Task item: Lines from the beginning of the data through the line containing "Dump the readable" are to be copied exactly, with no other line included.

The data:
____

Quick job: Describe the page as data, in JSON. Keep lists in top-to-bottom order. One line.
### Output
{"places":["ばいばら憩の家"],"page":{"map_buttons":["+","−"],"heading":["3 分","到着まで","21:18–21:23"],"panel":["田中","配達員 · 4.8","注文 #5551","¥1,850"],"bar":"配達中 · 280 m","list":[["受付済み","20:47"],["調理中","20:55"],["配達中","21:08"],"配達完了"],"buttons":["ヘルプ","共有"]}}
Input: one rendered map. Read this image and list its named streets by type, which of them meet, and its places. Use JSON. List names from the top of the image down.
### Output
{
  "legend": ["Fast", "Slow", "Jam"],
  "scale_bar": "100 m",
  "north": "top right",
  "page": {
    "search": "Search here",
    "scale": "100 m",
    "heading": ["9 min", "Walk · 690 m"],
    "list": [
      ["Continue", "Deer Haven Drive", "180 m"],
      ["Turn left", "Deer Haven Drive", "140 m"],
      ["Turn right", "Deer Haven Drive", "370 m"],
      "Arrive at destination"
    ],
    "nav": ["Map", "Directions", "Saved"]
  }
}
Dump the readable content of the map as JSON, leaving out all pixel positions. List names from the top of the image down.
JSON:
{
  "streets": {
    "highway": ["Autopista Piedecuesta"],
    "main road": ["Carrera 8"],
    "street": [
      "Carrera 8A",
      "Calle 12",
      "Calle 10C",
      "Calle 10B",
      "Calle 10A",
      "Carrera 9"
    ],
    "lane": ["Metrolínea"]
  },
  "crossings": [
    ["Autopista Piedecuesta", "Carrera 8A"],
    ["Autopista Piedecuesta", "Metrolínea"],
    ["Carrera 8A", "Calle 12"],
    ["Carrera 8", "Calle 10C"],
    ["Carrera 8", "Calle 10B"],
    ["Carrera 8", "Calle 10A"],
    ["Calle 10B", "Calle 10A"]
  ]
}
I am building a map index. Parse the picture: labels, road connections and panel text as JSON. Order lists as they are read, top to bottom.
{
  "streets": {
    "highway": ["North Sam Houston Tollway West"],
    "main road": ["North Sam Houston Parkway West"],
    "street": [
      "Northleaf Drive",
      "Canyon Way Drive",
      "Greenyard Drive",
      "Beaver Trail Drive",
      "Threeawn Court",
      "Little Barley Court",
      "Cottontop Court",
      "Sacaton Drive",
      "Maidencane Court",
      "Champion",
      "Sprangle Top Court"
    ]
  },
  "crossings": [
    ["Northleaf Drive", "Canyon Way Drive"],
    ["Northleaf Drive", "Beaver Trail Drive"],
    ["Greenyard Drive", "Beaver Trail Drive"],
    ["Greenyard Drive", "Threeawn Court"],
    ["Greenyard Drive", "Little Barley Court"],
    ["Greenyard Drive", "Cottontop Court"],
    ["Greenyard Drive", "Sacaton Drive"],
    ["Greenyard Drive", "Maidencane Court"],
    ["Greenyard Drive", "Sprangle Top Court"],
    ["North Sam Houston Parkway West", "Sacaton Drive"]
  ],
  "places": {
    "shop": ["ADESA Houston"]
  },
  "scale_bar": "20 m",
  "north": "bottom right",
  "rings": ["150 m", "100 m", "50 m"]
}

____

Output of the task:
Quick job: Describe the page as data, in JSON. Keep lists in top-to-bottom order. One line.
### Output
{"places":["ばいばら憩の家"],"page":{"map_buttons":["+","−"],"heading":["3 分","到着まで","21:18–21:23"],"panel":["田中","配達員 · 4.8","注文 #5551","¥1,850"],"bar":"配達中 · 280 m","list":[["受付済み","20:47"],["調理中","20:55"],["配達中","21:08"],"配達完了"],"buttons":["ヘルプ","共有"]}}
Input: one rendered map. Read this image and list its named streets by type, which of them meet, and its places. Use JSON. List names from the top of the image down.
### Output
{
  "legend": ["Fast", "Slow", "Jam"],
  "scale_bar": "100 m",
  "north": "top right",
  "page": {
    "search": "Search here",
    "scale": "100 m",
    "heading": ["9 min", "Walk · 690 m"],
    "list": [
      ["Continue", "Deer Haven Drive", "180 m"],
      ["Turn left", "Deer Haven Drive", "140 m"],
      ["Turn right", "Deer Haven Drive", "370 m"],
      "Arrive at destination"
    ],
    "nav": ["Map", "Directions", "Saved"]
  }
}
Dump the readable content of the map as JSON, leaving out all pixel positions. List names from the top of the image down.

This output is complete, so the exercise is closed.